> Assigned task: Repeat back every line of the data, exactly.

(Stored data)
--------

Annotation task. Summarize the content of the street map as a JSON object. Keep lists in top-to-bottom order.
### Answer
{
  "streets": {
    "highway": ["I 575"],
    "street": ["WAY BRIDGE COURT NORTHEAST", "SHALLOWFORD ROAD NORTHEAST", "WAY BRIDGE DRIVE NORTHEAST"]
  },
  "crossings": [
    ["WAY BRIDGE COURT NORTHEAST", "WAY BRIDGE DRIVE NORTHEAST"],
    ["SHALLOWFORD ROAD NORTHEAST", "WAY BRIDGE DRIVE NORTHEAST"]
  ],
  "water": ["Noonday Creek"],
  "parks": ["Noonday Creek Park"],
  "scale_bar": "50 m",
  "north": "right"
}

--------

> Result of this task:
Annotation task. Summarize the content of the street map as a JSON object. Keep lists in top-to-bottom order.
### Answer
{
  "streets": {
    "highway": ["I 575"],
    "street": ["WAY BRIDGE COURT NORTHEAST", "SHALLOWFORD ROAD NORTHEAST", "WAY BRIDGE DRIVE NORTHEAST"]
  },
  "crossings": [
    ["WAY BRIDGE COURT NORTHEAST", "WAY BRIDGE DRIVE NORTHEAST"],
    ["SHALLOWFORD ROAD NORTHEAST", "WAY BRIDGE DRIVE NORTHEAST"]
  ],
  "water": ["Noonday Creek"],
  "parks": ["Noonday Creek Park"],
  "scale_bar": "50 m",
  "north": "right"
}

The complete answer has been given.